INPUT RECORDS section start

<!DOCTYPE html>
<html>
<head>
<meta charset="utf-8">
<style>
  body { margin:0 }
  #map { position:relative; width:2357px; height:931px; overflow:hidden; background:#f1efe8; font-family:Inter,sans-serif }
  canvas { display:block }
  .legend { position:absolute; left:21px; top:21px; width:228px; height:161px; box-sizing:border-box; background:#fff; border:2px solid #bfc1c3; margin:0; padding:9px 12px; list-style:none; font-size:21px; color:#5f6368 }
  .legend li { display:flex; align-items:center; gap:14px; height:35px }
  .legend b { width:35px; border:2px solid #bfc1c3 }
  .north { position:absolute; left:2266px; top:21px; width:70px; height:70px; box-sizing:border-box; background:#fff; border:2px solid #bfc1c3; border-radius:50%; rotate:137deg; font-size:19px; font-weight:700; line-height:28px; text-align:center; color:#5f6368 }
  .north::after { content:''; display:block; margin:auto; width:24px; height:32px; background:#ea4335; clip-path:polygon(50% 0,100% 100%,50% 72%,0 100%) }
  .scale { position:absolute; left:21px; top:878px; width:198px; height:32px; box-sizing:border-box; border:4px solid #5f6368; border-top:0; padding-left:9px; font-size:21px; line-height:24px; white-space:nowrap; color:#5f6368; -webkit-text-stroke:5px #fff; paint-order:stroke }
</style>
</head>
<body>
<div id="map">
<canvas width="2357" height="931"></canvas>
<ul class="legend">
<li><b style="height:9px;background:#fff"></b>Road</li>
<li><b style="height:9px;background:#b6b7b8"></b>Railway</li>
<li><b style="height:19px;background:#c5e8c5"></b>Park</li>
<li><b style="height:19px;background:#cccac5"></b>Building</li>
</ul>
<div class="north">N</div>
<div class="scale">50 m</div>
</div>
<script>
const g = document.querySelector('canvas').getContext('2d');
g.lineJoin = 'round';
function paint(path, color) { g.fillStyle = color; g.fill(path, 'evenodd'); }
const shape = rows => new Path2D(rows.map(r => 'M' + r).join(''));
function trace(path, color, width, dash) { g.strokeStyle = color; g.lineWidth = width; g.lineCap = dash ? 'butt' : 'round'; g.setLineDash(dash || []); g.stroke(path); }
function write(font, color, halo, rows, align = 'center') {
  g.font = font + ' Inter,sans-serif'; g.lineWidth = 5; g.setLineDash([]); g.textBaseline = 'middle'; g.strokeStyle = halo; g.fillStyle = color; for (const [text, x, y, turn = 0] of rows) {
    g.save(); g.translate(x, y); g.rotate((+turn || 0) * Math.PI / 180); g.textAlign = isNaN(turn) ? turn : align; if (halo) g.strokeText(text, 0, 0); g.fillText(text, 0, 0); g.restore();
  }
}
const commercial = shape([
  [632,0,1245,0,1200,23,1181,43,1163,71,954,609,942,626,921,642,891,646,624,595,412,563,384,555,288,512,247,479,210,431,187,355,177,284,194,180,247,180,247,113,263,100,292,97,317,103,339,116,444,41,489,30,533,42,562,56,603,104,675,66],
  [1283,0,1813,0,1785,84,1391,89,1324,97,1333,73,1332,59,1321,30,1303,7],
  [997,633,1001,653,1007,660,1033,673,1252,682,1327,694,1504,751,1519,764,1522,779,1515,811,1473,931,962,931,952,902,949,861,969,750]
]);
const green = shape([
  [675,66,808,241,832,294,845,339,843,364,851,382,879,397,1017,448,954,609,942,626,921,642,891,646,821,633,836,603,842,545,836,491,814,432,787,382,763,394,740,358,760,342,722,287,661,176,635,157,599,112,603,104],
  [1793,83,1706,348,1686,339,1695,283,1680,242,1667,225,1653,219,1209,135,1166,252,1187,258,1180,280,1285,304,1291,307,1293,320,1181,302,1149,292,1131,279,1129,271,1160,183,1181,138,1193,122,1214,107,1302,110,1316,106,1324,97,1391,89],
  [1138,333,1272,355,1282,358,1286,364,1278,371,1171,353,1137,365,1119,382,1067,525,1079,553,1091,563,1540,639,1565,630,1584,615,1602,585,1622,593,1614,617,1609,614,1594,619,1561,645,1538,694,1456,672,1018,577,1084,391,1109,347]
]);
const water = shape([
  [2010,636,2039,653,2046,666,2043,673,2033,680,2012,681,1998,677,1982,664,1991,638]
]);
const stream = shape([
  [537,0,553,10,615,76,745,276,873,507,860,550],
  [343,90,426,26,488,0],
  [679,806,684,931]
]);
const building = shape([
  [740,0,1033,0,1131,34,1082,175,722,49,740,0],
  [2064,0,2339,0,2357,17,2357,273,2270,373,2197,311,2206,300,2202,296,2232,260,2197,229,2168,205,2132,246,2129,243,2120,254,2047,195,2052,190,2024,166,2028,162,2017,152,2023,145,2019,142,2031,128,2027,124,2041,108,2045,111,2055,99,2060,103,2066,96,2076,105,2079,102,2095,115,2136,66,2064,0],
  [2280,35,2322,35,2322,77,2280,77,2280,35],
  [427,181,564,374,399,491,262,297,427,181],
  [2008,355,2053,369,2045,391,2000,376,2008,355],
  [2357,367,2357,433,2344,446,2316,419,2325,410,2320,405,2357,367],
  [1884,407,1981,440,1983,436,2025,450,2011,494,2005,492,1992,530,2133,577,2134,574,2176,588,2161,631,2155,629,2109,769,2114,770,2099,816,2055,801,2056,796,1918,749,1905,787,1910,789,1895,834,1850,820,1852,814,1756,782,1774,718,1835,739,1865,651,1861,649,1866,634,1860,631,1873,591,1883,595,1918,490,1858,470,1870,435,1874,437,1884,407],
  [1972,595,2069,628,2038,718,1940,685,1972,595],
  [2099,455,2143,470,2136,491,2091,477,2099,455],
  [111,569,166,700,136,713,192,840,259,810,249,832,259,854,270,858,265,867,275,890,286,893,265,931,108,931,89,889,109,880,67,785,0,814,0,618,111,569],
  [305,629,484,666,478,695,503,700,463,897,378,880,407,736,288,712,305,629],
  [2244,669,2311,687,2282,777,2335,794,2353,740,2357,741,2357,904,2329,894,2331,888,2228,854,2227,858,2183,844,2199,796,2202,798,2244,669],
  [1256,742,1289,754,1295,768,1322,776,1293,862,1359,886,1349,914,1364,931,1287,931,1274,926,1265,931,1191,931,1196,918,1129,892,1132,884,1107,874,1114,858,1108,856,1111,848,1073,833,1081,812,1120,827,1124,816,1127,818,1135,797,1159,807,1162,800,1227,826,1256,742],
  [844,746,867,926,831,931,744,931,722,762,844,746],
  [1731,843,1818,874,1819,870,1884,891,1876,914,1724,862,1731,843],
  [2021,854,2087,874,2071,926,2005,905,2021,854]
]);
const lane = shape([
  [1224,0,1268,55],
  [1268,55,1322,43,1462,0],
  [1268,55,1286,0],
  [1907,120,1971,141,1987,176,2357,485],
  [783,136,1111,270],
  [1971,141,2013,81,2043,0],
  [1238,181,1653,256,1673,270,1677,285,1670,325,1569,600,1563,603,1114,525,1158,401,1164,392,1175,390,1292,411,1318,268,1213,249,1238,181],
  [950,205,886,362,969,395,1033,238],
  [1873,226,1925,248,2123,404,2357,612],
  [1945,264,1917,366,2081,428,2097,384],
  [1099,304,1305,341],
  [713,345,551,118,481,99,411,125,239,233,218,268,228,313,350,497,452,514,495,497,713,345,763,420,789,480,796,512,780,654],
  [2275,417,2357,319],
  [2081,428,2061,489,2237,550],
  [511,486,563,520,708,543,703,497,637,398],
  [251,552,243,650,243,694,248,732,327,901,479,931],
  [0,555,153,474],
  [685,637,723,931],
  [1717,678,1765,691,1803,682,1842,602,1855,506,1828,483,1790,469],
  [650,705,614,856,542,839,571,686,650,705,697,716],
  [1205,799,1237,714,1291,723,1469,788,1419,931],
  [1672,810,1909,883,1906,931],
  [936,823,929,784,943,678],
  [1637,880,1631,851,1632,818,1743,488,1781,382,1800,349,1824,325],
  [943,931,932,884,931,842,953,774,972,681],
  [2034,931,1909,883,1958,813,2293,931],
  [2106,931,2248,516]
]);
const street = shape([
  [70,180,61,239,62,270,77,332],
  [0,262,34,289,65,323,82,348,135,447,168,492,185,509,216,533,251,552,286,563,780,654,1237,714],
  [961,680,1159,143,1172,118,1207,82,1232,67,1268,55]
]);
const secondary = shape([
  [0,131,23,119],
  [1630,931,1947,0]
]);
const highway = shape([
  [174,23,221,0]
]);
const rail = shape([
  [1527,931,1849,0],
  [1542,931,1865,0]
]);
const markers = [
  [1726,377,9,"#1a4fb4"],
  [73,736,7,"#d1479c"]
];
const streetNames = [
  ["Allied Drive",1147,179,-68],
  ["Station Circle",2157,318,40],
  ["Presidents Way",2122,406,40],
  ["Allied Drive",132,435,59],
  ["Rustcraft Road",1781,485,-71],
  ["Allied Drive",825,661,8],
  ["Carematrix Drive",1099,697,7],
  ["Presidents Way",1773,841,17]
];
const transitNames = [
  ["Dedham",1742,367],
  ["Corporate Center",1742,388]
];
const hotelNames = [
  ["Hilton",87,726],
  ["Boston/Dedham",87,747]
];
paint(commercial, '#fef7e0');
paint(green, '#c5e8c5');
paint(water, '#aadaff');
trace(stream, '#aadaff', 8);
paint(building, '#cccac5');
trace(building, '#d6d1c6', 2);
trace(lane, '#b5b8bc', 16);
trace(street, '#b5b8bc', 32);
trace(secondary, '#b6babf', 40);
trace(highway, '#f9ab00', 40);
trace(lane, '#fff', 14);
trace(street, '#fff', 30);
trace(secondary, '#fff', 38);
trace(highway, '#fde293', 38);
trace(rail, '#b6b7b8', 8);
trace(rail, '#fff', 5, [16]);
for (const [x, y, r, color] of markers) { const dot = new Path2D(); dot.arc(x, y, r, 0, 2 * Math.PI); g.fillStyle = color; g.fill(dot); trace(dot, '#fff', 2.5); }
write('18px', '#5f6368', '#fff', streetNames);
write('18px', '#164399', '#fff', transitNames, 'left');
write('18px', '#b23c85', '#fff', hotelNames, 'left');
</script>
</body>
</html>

INPUT RECORDS section end

WORK INSTRUCTIONS: Looking at the records above, work out how many lines contain "rows". Give the number only.

WRITTEN SOLUTION: 3